AlphaTriangle

- - -

AlphaTriangle

Overview

AlphaTriangle is a project implementing an artificial intelligence agent based on AlphaZero principles to learn and play a custom puzzle game involving placing triangular shapes onto a grid. The agent learns through headless self-play reinforcement learning, guided by Monte Carlo Tree Search (MCTS) and a deep neural network (PyTorch).

Key Features:

Core Game Logic: Uses the trianglengin>=2.0.7 library for the triangle puzzle game rules and state management, featuring a high-performance C++ core.
High-Performance MCTS: Integrates the trimcts>=1.2.1 library, providing a C++ implementation of MCTS for efficient search, callable from Python. MCTS parameters are configurable via alphatriangle/config/mcts_config.py.
Deep Learning Model: Features a PyTorch neural network with policy and distributional value heads, convolutional layers, and optional Transformer Encoder layers.
Parallel Self-Play: Leverages Ray for distributed self-play data generation across multiple CPU cores.
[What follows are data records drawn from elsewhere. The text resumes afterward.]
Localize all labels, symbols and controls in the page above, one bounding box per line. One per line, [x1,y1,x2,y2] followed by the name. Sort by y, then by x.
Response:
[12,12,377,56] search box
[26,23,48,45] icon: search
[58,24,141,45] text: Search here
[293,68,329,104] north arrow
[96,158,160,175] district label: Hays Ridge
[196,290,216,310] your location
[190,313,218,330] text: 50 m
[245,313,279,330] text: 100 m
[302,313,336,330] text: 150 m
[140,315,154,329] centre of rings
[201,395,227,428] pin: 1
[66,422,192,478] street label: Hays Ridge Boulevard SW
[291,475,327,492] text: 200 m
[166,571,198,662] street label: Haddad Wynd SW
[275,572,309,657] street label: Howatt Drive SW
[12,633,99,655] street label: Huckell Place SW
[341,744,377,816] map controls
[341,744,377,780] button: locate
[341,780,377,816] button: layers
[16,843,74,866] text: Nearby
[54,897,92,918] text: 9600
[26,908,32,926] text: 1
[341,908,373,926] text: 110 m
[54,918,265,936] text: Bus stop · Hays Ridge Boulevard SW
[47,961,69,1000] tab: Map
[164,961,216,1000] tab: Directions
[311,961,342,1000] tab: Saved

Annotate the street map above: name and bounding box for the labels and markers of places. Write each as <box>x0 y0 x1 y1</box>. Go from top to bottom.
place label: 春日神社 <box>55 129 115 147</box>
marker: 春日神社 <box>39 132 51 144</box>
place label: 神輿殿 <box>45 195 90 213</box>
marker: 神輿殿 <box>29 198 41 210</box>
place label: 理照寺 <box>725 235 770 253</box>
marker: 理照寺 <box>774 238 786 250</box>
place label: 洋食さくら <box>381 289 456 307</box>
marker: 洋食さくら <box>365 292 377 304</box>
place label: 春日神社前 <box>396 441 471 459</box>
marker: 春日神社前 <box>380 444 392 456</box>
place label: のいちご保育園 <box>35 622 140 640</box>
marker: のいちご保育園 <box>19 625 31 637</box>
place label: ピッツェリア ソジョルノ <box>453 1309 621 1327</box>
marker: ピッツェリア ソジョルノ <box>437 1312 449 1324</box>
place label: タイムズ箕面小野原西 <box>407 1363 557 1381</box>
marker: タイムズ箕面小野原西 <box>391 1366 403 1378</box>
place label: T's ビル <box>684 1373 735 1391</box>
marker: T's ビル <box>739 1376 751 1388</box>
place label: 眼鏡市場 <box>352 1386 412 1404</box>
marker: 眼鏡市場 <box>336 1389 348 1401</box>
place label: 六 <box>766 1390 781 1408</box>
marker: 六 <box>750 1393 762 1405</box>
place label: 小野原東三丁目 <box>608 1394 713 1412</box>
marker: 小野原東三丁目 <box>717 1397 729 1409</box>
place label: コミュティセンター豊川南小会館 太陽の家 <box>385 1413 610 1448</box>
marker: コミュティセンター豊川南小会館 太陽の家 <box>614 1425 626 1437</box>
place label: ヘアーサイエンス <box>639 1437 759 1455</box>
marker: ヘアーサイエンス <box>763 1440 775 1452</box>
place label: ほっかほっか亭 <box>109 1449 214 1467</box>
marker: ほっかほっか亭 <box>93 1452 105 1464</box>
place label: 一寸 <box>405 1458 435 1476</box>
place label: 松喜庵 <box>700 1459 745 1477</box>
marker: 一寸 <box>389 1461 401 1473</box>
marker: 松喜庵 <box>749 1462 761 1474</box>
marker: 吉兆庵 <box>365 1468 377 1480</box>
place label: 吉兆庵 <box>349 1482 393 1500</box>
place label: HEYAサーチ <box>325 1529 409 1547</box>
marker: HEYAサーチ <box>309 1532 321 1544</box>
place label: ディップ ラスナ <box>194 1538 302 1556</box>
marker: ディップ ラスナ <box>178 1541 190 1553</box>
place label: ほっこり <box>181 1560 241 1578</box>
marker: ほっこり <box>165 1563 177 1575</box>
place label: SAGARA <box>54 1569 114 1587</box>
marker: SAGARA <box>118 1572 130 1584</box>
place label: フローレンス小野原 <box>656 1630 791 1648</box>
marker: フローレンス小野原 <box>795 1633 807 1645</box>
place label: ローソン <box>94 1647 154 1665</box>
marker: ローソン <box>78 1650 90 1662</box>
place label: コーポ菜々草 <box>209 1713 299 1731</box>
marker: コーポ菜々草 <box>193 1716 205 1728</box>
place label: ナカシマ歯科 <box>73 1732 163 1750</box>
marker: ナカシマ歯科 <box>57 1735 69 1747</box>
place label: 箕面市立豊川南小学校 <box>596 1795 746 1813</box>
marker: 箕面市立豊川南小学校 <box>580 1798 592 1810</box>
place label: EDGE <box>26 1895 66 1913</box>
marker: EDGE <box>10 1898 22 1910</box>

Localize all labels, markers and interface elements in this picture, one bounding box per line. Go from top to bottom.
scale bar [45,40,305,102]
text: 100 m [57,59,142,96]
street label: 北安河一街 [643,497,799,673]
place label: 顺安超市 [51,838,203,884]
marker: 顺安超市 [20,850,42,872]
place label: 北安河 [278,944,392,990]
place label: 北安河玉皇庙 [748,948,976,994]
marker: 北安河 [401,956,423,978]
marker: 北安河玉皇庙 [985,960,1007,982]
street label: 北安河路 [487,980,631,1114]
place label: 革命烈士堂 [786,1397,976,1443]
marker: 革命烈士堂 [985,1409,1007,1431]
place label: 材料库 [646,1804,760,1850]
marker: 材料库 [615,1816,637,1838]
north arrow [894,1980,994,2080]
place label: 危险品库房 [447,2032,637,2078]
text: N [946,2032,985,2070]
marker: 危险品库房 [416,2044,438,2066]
The number of workers automatically adjusts based on detected CPU cores (reserving some for stability), capped by the NUM_SELF_PLAY_WORKERS setting in TrainConfig.
Asynchronous Stats & Persistence (NEW): Uses the trieye>=0.1.2 library, which provides a dedicated Ray actor (TrieyeActor) for:
- Asynchronous collection of raw metric events from workers and the training loop.
- Configurable processing and aggregation of metrics.
- Logging processed metrics to MLflow and TensorBoard.
- Saving/loading training state (checkpoints, buffers) to the filesystem and logging artifacts to MLflow.
- Handling auto-resumption from previous runs.
- All persistent data managed by trieye is stored within the .trieye_data/<app_name> directory (default: .trieye_data/alphatriangle).
Headless Training: Focuses on a command-line interface for running the training pipeline without visual output.
Enhanced CLI: Uses the rich library for improved visual feedback (colors, panels, emojis) in the terminal.
Centralized Logging: Uses Python's standard logging module configured centrally for consistent log formatting (including ▲ prefix) and level control across the project. Run logs are saved to .trieye_data/<app_name>/runs/<run_name>/logs/.
Optional Profiling: Supports profiling worker 0 using cProfile via a command-line flag. Profile data is saved to .trieye_data/<app_name>/runs/<run_name>/profile_data/.
Unit Tests: Includes tests for RL components.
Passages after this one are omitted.